Ludwig’s sprawling, good-looking Republic Pictures studios adventure film is based on the 1946 novel by Garland Roark, and is told on screen with gusto and zestily interpreted by a fine cast.

The on-form manly turns from Wayne and Adler are perhaps its biggest assets, though heroine Gail Russell seems all at sea.

Also in that sterling cast are Gig Young, Adele Mara, Eduard Franz, Grant Withers, Henry Daniell, Paul Fix, Dennis Hoey, Jeff Corey, Erskine Sanford and Duke Kahanamoku.
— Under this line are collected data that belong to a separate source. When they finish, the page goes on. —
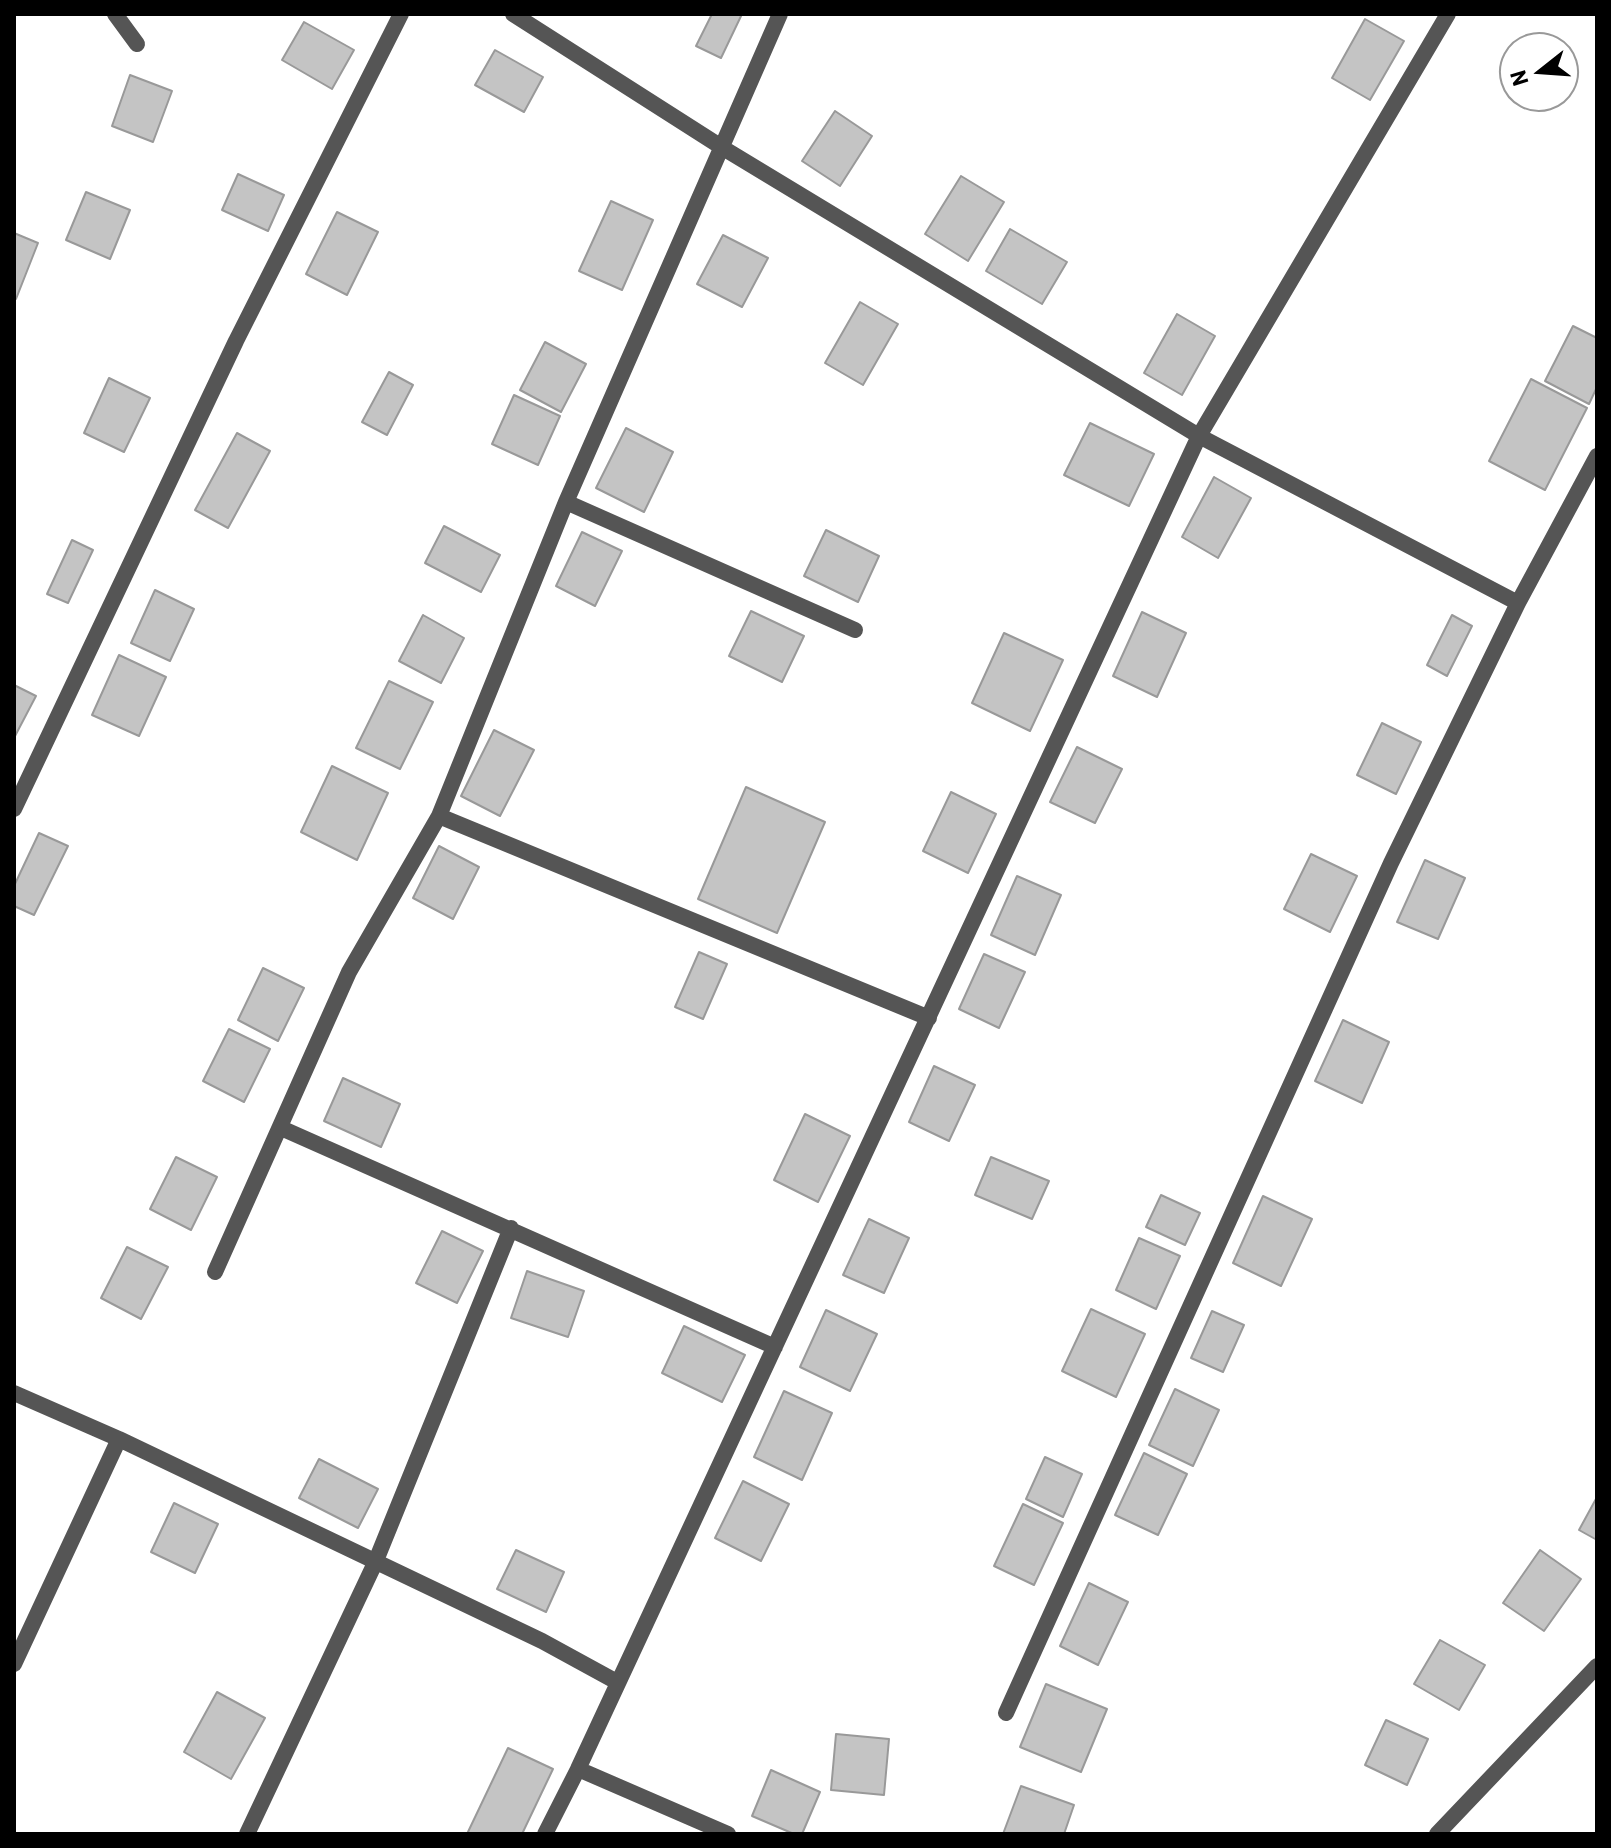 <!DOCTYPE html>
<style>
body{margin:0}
#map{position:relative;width:1611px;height:1848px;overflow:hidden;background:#fff;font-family:Barlow,sans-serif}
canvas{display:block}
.frame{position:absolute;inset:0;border:16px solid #000;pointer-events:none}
.north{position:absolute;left:1499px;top:32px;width:80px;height:80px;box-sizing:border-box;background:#fff;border:2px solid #999;border-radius:50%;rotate:253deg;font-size:22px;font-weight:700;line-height:32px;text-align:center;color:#000}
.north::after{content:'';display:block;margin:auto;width:28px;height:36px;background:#000;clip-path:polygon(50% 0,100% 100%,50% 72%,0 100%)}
</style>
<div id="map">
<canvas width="1611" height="1848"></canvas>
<div class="frame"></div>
<div class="north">N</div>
</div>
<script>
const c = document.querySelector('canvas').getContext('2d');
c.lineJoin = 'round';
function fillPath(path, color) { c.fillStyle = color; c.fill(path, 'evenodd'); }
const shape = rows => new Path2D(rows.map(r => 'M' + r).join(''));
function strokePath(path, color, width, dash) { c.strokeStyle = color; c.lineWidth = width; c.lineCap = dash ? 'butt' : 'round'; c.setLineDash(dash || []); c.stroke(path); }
const building = shape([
 [712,14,742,14,721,58,696,46,712,14],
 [1365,19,1404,41,1370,100,1332,78,1365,19],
 [304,22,354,50,332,89,282,60,304,22],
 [495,50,543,77,524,112,475,85,495,50],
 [130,75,172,91,153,142,112,126,130,75],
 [835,111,872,136,840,186,802,161,835,111],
 [238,174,284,195,268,231,222,210,238,174],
 [961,176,1004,202,968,261,925,234,961,176],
 [86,192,130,210,110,259,66,240,86,192],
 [611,201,653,220,622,290,579,271,611,201],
 [337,212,378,232,347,295,306,274,337,212],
 [1010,229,1067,262,1042,304,986,271,1010,229],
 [14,233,38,243,16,299,14,299,14,233],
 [723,235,768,258,742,307,697,284,723,235],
 [860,302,898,324,863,385,825,363,860,302],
 [1177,314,1215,336,1182,395,1144,373,1177,314],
 [1573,326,1597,338,1597,387,1589,404,1545,381,1573,326],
 [545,342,586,364,561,412,520,390,545,342],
 [389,372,413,385,387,435,362,422,389,372],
 [109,378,150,398,124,452,84,433,109,378],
 [1531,379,1587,408,1545,490,1489,461,1531,379],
 [514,395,560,416,538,465,492,444,514,395],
 [1090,423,1154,454,1129,506,1064,475,1090,423],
 [626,428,673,452,644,512,596,488,626,428],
 [237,433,270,451,228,528,195,510,237,433],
 [1214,477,1251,498,1218,558,1182,537,1214,477],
 [444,526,500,555,481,592,425,563,444,526],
 [826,530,879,556,858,602,804,576,826,530],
 [582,532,622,551,595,606,556,586,582,532],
 [72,540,93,550,68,603,47,594,72,540],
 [155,590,194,609,170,661,131,643,155,590],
 [751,611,804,636,782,682,729,656,751,611],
 [1142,612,1186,633,1157,697,1113,676,1142,612],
 [423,615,464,638,441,683,399,661,423,615],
 [1452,615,1472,626,1447,676,1427,665,1452,615],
 [1004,633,1063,660,1030,731,972,703,1004,633],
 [119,655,166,677,139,736,92,715,119,655],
 [389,681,433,702,400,769,356,748,389,681],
 [14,685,36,696,14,738,14,685],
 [1382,723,1421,742,1396,794,1357,775,1382,723],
 [494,730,534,750,500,816,461,796,494,730],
 [1077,747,1122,769,1095,823,1050,802,1077,747],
 [332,766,388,793,357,860,301,832,332,766],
 [746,787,825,822,777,933,698,899,746,787],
 [951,792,996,814,968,873,923,851,951,792],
 [39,833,68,846,34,915,14,906,14,886,39,833],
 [439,846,479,867,453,919,413,898,439,846],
 [1311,854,1357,876,1330,932,1284,909,1311,854],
 [1425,860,1465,878,1438,939,1397,922,1425,860],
 [1017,876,1061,895,1035,955,991,935,1017,876],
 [699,952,727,964,703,1019,675,1007,699,952],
 [984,954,1025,972,999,1028,959,1009,984,954],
 [263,968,304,988,278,1041,238,1020,263,968],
 [1343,1020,1389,1042,1362,1103,1315,1081,1343,1020],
 [229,1029,270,1049,244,1102,203,1081,229,1029],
 [934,1066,975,1085,949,1141,909,1122,934,1066],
 [343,1078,400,1104,381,1147,324,1121,343,1078],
 [805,1114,850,1136,818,1202,774,1180,805,1114],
 [176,1157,217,1177,191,1230,150,1209,176,1157],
 [991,1157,1049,1181,1032,1219,975,1195,991,1157],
 [1161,1195,1200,1213,1185,1245,1146,1227,1161,1195],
 [1263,1196,1312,1219,1281,1286,1233,1263,1263,1196],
 [869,1219,909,1238,884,1293,843,1275,869,1219],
 [442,1231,483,1251,457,1303,416,1283,442,1231],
 [1139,1238,1180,1256,1156,1309,1116,1290,1139,1238],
 [127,1247,168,1267,141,1319,101,1298,127,1247],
 [527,1271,584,1291,568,1337,511,1318,527,1271],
 [1091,1309,1145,1334,1116,1397,1062,1371,1091,1309],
 [826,1310,877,1334,850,1391,800,1367,826,1310],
 [1212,1311,1244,1325,1223,1372,1191,1358,1212,1311],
 [684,1326,745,1355,722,1402,662,1373,684,1326],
 [1175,1389,1219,1410,1193,1466,1149,1445,1175,1389],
 [784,1391,832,1413,802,1480,754,1457,784,1391],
 [1144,1453,1187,1474,1158,1535,1115,1515,1144,1453],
 [1045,1457,1082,1474,1063,1517,1026,1499,1045,1457],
 [319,1459,378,1489,358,1528,299,1498,319,1459],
 [743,1481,789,1504,761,1561,715,1538,743,1481],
 [1597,1497,1597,1540,1579,1530,1597,1497],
 [174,1503,218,1524,195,1573,151,1552,174,1503],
 [1023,1504,1063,1523,1034,1585,994,1566,1023,1504],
 [516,1550,564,1572,546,1612,497,1589,516,1550],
 [1540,1550,1581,1579,1544,1631,1503,1603,1540,1550],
 [1089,1583,1128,1602,1098,1665,1060,1646,1089,1583],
 [1440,1640,1485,1665,1459,1710,1414,1684,1440,1640],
 [1046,1684,1107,1709,1081,1772,1020,1747,1046,1684],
 [217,1692,265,1718,231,1779,184,1752,217,1692],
 [1386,1720,1428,1739,1407,1785,1365,1765,1386,1720],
 [836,1734,889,1739,884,1795,831,1790,836,1734],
 [508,1748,553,1769,522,1834,467,1834,508,1748],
 [771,1770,820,1792,802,1834,794,1834,752,1816,771,1770],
 [1021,1786,1074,1805,1064,1834,1003,1834,1021,1786]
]);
fillPath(building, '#c4c4c4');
strokePath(building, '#999', 2);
strokePath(shape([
 [115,14,137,44]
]), '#555', 16);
strokePath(shape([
 [513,14,723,148,1199,436,1518,603],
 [566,502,855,630],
 [14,809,236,341,401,14],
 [439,816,929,1018],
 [281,1128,775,1347],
 [215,1272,349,972,439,816,566,502,780,14],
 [14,1393,119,1439,542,1641,617,1682],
 [14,1664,119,1439],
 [1006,1713,1391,863,1518,603,1597,456],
 [578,1769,728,1834],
 [247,1834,375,1563,511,1228],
 [545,1834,578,1769,1199,436,1448,14],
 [1437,1834,1597,1666]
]), '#555', 16);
</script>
Wake of the Red Witch is directed by Edward Ludwig, runs 108 minutes, is released by Republic Pictures, is written by Harry Brown and Kenneth Gamet, is based on a novel by Garland Roark, is shot in black and white by Reginald Lanning, is produced by Edmund Grainger and is scored by Nathan Scott.

Wayne and Russell previously teamed for Angel and the Badman (1947).

John Wayne in the trailer for Wake of the Red Witch (1948).

Wayne named his production company Batjac after the film’s shipping firm Batjak, probably a mix of Batavia and Jayakarta, old names of the capital of the Dutch East Indies, now Jakarta, Indonesia.

The island scenes were filmed at Rancho Santa Anita, in Los Angeles County, with sea footage shot at the Isthmus on Santa Catalina Island, off the coast of California.

Republic Pictures paid $100,000 for the screen rights to Texan adman Roark’s novel, the most it had ever paid. It was to be a deluxe production, and was given one of the highest budgets in Republic’s history, but that shrank from $1.8 million to $1.5 million, and then to $1 million. That was shrewd because it earned $2.1 million at the box office.

There are similarities to an earlier Wayne sea movie, Cecil B DeMille’s Reap the Wild Wind.